▶ [What you should do]: Across the data below, in how many lines does the word "column" appear? Give only the number.

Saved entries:
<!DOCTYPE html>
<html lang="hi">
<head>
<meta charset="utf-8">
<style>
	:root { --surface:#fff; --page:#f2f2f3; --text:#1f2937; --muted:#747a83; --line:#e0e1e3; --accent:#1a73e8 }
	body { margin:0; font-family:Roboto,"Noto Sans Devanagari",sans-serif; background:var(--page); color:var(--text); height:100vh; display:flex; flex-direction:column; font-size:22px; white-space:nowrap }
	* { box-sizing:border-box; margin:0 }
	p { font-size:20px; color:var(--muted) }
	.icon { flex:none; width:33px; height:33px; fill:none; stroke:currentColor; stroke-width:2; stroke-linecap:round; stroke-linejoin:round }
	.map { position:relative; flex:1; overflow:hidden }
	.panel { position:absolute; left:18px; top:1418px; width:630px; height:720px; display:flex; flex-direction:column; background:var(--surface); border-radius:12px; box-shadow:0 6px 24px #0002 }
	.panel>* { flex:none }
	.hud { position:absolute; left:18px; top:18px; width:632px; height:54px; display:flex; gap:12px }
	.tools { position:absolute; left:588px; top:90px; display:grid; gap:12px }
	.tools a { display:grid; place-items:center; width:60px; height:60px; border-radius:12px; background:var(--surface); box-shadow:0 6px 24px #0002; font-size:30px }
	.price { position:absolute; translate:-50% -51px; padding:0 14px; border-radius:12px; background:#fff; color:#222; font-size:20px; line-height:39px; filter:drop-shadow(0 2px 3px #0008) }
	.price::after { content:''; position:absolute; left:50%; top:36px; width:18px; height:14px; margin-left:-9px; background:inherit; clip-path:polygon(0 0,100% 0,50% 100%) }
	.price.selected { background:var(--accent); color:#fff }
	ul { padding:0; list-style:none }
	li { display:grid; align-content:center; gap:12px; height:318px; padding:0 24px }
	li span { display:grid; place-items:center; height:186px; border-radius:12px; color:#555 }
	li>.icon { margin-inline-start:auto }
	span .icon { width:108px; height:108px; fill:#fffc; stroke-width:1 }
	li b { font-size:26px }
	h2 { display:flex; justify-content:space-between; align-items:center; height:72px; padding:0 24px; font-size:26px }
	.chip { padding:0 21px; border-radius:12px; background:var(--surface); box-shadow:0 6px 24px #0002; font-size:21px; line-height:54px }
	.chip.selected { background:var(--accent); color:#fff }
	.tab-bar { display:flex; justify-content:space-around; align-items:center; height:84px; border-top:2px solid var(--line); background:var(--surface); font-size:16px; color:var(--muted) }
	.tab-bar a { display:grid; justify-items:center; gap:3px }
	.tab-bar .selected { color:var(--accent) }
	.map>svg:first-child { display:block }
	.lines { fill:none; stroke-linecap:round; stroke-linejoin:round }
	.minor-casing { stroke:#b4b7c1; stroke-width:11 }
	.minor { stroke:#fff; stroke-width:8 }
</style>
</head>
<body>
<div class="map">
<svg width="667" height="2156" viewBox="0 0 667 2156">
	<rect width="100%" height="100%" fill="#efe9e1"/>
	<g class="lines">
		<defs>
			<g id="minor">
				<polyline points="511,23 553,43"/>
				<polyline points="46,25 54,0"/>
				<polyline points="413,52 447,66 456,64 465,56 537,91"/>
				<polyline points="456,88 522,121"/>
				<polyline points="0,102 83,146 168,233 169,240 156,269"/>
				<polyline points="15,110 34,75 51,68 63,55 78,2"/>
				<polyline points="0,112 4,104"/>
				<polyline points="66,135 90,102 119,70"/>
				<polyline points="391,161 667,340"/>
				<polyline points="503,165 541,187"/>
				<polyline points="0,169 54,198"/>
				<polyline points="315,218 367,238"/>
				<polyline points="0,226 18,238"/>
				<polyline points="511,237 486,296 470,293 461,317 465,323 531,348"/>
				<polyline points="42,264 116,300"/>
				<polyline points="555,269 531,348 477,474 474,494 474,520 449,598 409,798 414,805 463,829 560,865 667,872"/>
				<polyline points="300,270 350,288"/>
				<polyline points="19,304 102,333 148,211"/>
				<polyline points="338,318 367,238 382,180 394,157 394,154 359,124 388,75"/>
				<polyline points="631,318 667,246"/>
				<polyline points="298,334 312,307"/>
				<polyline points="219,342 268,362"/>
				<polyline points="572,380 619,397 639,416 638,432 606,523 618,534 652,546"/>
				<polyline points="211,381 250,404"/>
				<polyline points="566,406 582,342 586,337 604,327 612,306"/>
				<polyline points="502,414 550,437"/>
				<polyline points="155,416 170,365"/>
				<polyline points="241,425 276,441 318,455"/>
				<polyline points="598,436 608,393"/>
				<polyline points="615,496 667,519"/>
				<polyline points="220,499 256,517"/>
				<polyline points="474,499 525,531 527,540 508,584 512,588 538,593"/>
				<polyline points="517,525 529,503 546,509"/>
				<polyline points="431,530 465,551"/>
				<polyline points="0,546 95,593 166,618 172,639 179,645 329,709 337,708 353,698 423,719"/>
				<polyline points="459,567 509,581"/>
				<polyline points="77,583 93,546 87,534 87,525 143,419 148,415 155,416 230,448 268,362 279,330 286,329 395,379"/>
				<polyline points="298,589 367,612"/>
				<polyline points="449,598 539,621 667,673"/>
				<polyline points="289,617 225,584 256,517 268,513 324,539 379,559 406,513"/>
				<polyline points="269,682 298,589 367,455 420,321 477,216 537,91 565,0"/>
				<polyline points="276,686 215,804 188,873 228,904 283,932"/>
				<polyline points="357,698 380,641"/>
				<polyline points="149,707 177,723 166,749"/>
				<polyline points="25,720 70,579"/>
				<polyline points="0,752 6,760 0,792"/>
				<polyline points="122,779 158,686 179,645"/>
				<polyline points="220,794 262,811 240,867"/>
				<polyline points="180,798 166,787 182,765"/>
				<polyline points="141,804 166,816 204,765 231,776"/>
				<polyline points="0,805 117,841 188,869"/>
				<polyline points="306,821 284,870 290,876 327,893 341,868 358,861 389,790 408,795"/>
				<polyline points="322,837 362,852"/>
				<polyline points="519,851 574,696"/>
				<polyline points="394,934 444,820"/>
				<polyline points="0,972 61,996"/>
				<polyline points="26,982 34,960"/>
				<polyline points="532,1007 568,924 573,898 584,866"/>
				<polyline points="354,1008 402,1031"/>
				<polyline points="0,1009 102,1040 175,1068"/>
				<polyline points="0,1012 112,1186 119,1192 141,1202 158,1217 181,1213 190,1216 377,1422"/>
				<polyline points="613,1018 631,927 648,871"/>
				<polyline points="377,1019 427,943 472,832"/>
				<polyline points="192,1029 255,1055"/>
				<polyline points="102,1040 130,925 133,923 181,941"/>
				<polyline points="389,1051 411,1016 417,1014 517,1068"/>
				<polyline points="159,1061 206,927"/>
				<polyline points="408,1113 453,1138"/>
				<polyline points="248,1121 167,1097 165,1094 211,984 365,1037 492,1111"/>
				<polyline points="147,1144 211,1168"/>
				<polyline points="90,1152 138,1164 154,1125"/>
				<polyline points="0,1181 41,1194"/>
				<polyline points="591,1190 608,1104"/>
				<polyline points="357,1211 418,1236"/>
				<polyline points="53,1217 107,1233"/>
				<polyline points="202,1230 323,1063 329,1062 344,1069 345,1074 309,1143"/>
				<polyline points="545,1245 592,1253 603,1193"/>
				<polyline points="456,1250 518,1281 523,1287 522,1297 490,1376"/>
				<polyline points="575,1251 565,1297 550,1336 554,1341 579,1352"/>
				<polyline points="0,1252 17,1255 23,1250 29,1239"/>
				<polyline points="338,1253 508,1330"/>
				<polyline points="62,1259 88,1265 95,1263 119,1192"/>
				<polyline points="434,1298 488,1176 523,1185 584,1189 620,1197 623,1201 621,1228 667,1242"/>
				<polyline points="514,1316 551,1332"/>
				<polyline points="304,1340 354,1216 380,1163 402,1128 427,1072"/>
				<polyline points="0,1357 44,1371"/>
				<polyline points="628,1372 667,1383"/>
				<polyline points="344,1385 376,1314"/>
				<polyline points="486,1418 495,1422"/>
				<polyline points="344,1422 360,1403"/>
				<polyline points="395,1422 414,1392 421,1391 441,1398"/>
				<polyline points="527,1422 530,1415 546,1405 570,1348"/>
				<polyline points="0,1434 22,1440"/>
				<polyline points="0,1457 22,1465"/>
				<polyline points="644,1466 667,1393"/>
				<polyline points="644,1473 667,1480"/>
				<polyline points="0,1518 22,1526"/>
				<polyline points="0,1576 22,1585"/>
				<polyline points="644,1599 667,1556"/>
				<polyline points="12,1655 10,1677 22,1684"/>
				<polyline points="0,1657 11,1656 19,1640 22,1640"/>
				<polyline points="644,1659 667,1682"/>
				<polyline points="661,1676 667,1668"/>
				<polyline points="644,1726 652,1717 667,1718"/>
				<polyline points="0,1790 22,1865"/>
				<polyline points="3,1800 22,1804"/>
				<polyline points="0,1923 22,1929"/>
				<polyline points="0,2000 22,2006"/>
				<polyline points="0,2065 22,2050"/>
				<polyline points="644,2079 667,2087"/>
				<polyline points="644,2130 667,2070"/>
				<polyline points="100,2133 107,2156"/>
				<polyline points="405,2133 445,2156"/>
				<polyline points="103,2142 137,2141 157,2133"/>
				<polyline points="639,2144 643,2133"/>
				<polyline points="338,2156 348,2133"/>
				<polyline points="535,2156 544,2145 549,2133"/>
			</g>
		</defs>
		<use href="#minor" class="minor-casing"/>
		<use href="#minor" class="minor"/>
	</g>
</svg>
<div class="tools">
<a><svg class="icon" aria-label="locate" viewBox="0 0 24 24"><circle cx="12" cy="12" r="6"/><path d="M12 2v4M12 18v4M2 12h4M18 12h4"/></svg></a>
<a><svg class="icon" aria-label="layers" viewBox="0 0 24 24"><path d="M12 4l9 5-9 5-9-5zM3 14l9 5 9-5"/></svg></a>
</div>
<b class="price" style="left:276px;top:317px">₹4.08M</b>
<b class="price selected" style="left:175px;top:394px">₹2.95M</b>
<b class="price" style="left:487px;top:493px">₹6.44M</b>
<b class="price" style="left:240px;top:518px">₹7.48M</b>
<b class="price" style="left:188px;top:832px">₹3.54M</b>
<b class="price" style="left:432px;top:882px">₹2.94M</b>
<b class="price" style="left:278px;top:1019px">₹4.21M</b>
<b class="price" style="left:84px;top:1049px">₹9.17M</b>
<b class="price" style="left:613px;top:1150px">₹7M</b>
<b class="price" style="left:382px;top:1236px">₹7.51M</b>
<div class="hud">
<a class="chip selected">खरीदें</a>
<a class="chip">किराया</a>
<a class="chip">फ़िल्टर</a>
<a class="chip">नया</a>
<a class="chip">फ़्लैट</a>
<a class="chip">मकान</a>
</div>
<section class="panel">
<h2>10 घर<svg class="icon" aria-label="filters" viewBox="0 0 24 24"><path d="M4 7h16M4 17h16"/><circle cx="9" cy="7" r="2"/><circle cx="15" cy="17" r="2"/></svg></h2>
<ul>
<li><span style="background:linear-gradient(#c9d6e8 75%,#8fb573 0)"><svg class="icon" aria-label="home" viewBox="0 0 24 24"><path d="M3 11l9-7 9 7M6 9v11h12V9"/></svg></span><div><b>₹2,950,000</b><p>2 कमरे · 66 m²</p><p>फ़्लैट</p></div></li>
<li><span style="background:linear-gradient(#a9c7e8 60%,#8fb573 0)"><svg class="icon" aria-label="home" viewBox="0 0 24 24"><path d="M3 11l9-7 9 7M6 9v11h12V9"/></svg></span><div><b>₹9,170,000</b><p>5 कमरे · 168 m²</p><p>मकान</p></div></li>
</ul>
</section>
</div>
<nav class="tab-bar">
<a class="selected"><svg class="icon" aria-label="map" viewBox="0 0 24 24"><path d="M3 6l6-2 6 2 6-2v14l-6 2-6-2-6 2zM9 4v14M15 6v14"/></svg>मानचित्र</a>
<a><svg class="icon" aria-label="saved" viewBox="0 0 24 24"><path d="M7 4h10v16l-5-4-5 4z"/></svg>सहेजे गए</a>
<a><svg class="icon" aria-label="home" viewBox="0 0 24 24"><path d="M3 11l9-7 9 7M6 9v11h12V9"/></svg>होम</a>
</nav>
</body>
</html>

▶ [Your response]: 2